EXERCISE:
Write out the data exactly, please, and omit the pictures.

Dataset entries
--- START ---

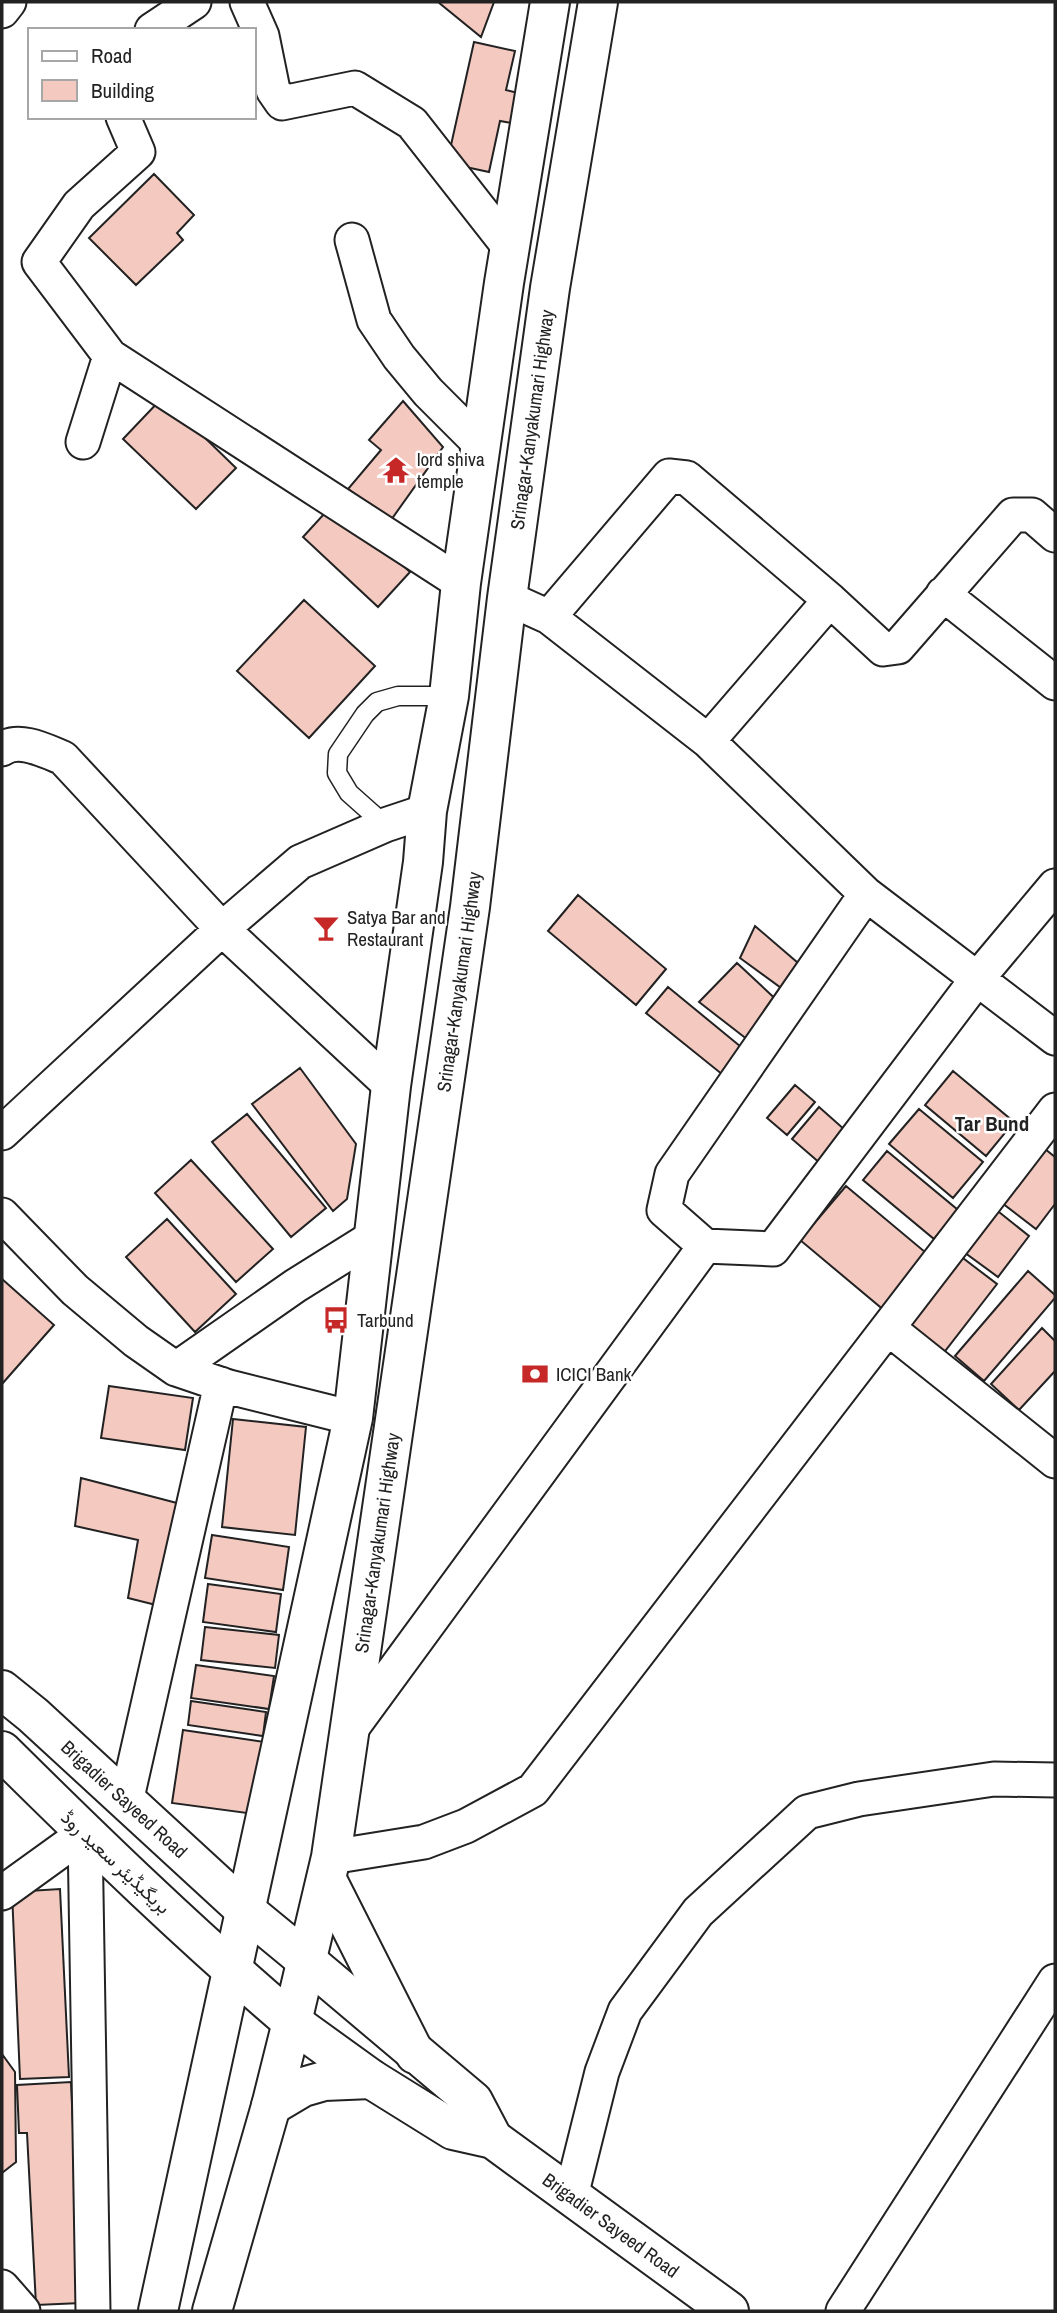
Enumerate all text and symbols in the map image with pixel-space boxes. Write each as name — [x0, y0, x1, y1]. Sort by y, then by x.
legend — [28, 28, 256, 119]
text: Road — [91, 41, 132, 70]
text: Building — [91, 76, 155, 105]
street label: Srinagar-Kanyakumari Highway — [504, 308, 560, 531]
place label: lord shiva temple — [417, 446, 485, 494]
temple icon: lord shiva temple — [381, 455, 411, 485]
street label: Srinagar-Kanyakumari Highway — [430, 870, 487, 1094]
place label: Satya Bar and Restaurant — [347, 904, 446, 952]
bar icon: Satya Bar and Restaurant — [311, 913, 341, 943]
district label: Tar Bund — [955, 1109, 1029, 1138]
bus stop icon: Tarbund — [321, 1305, 351, 1335]
place label: Tarbund — [357, 1307, 414, 1333]
bank icon: ICICI Bank — [520, 1359, 550, 1389]
place label: ICICI Bank — [556, 1361, 632, 1387]
street label: Srinagar-Kanyakumari Highway — [348, 1431, 406, 1655]
street label: Brigadier Sayeed Road — [56, 1734, 193, 1864]
street label: بریگیڈیئر سعید روڈ — [56, 1804, 176, 1920]
street label: Brigadier Sayeed Road — [538, 2167, 685, 2284]

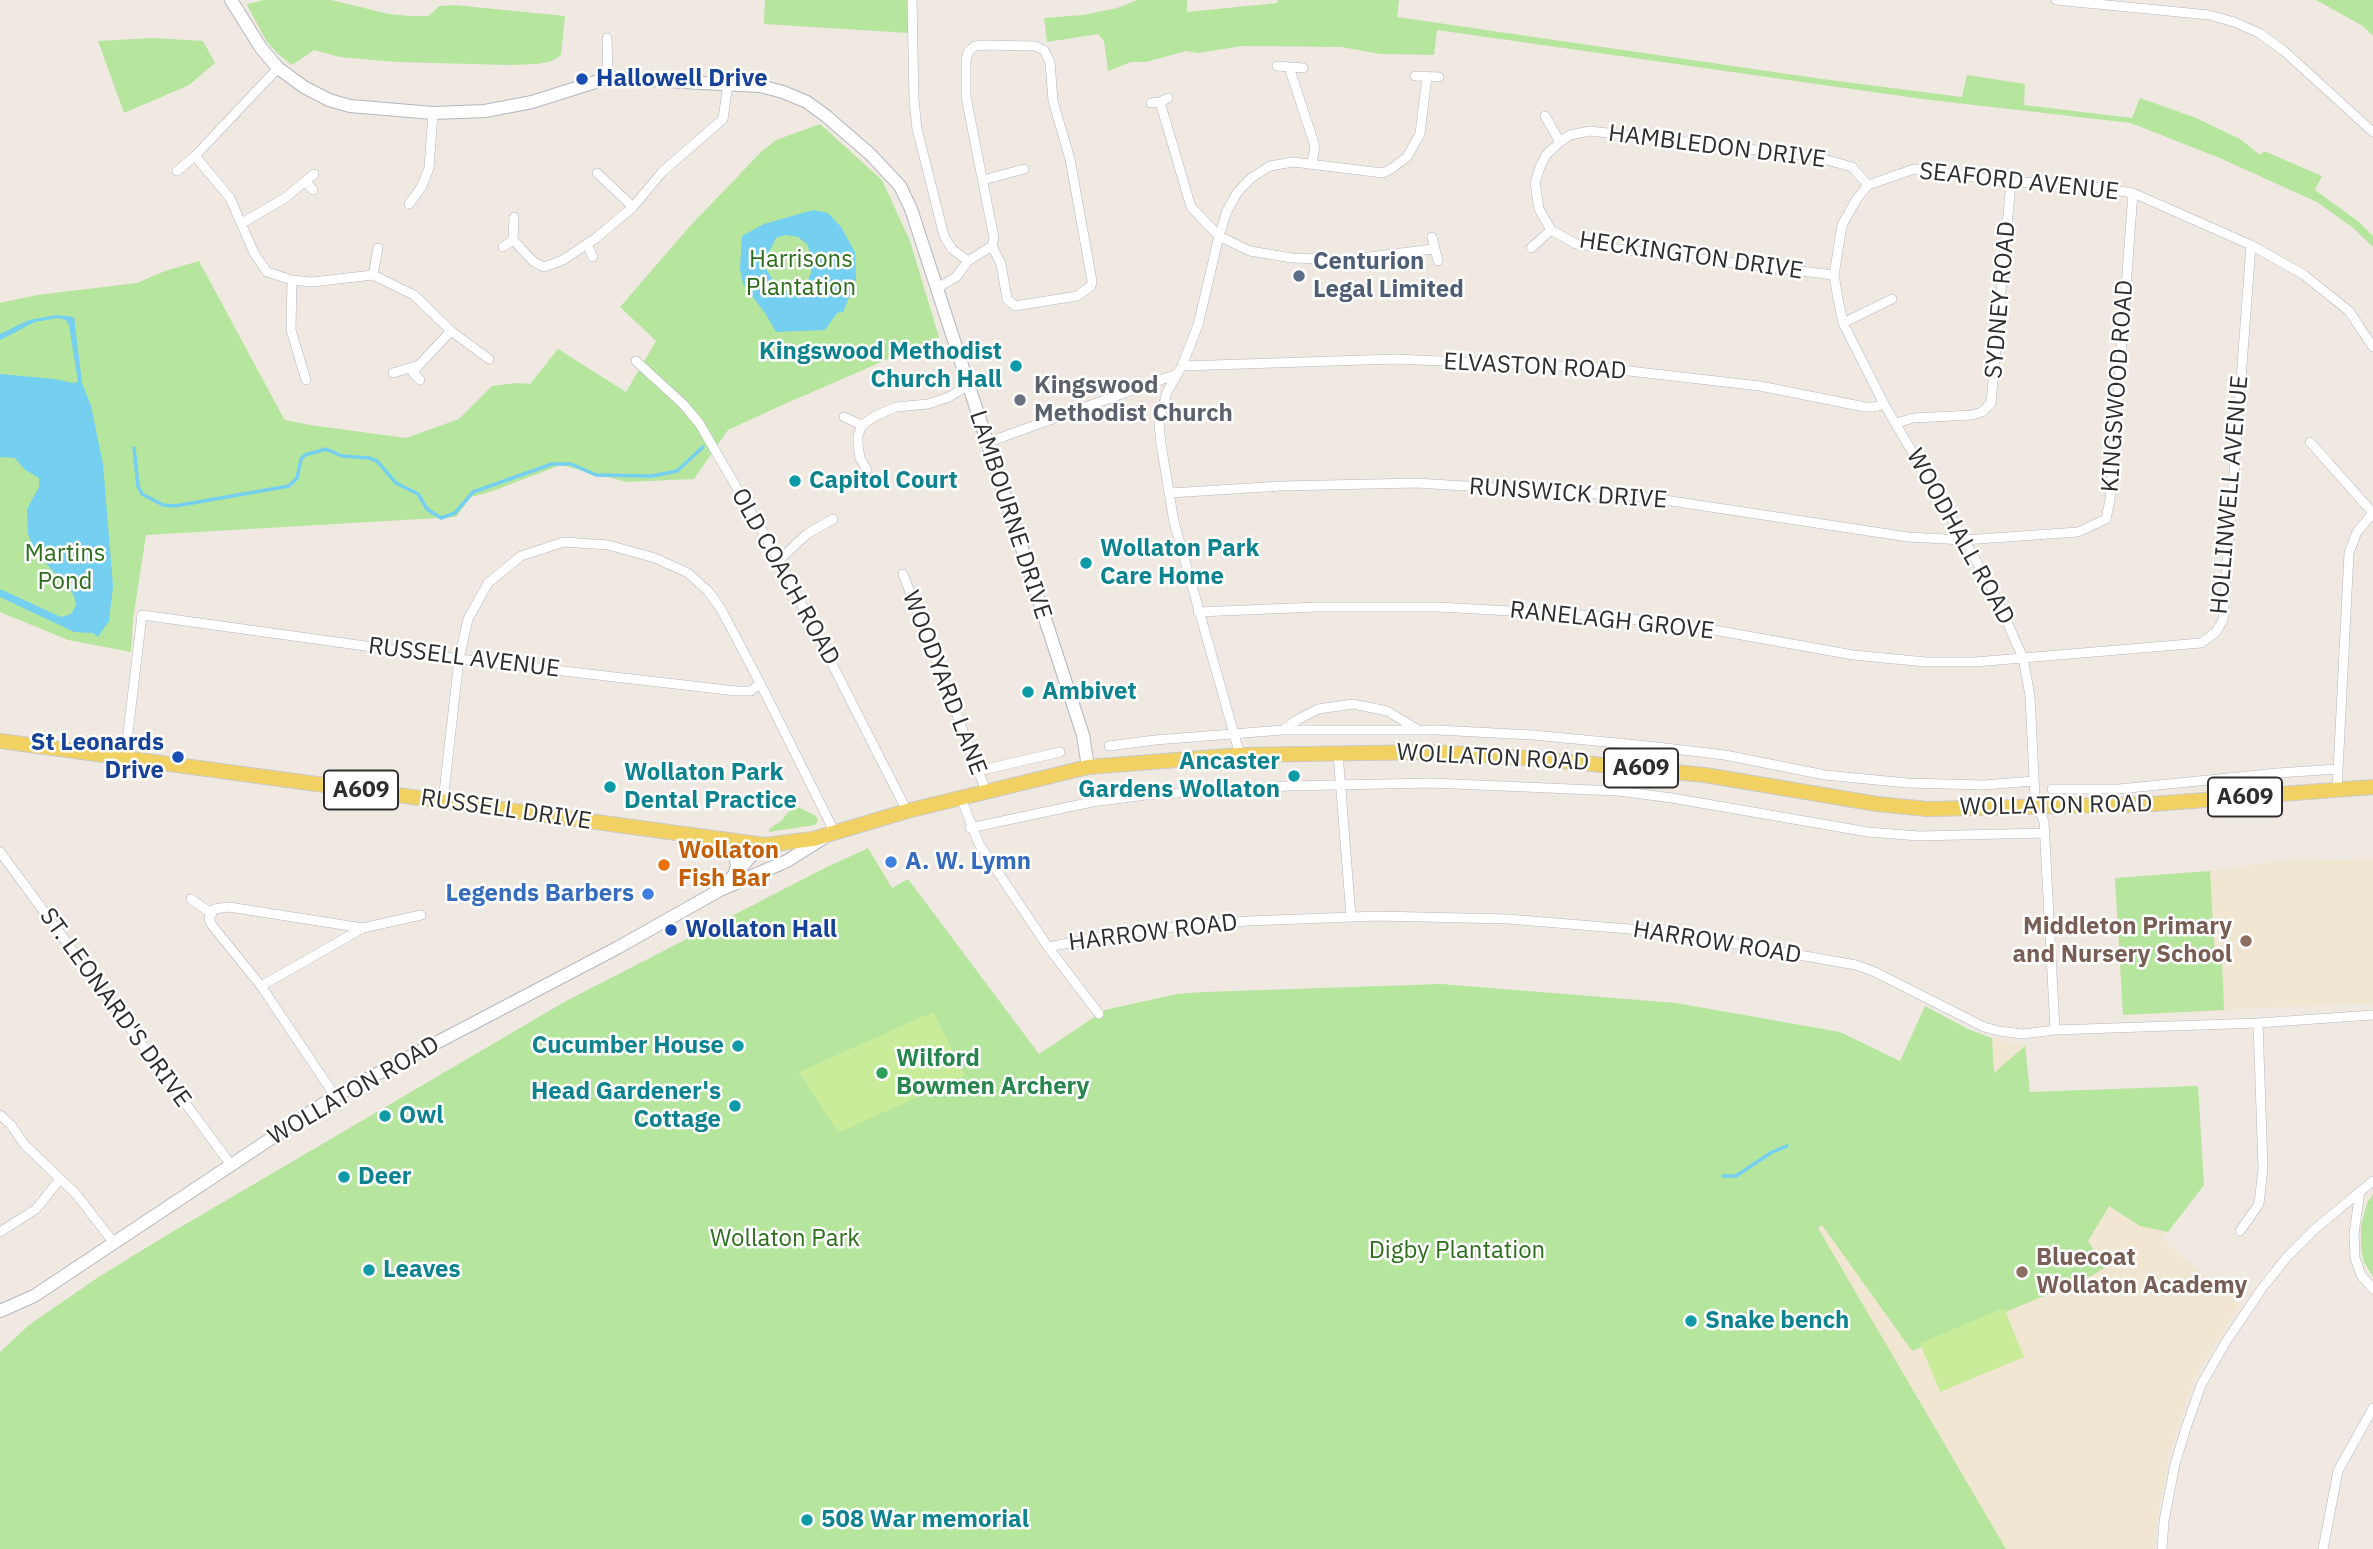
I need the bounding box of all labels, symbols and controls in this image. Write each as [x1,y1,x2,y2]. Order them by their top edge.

--- END ---

OUTPUT OF THE TASK:
Enumerate all text and symbols in the map image with pixel-space boxes. Write each as name — [x0, y0, x1, y1]. Sort by y, then by x.
legend — [28, 28, 256, 119]
text: Road — [91, 41, 132, 70]
text: Building — [91, 76, 155, 105]
street label: Srinagar-Kanyakumari Highway — [504, 308, 560, 531]
place label: lord shiva temple — [417, 446, 485, 494]
temple icon: lord shiva temple — [381, 455, 411, 485]
street label: Srinagar-Kanyakumari Highway — [430, 870, 487, 1094]
place label: Satya Bar and Restaurant — [347, 904, 446, 952]
bar icon: Satya Bar and Restaurant — [311, 913, 341, 943]
district label: Tar Bund — [955, 1109, 1029, 1138]
bus stop icon: Tarbund — [321, 1305, 351, 1335]
place label: Tarbund — [357, 1307, 414, 1333]
bank icon: ICICI Bank — [520, 1359, 550, 1389]
place label: ICICI Bank — [556, 1361, 632, 1387]
street label: Srinagar-Kanyakumari Highway — [348, 1431, 406, 1655]
street label: Brigadier Sayeed Road — [56, 1734, 193, 1864]
street label: بریگیڈیئر سعید روڈ — [56, 1804, 176, 1920]
street label: Brigadier Sayeed Road — [538, 2167, 685, 2284]

I need the bounding box of all labels, symbols and controls in this image. Write each as [x1,y1,x2,y2]. Order them by their top edge.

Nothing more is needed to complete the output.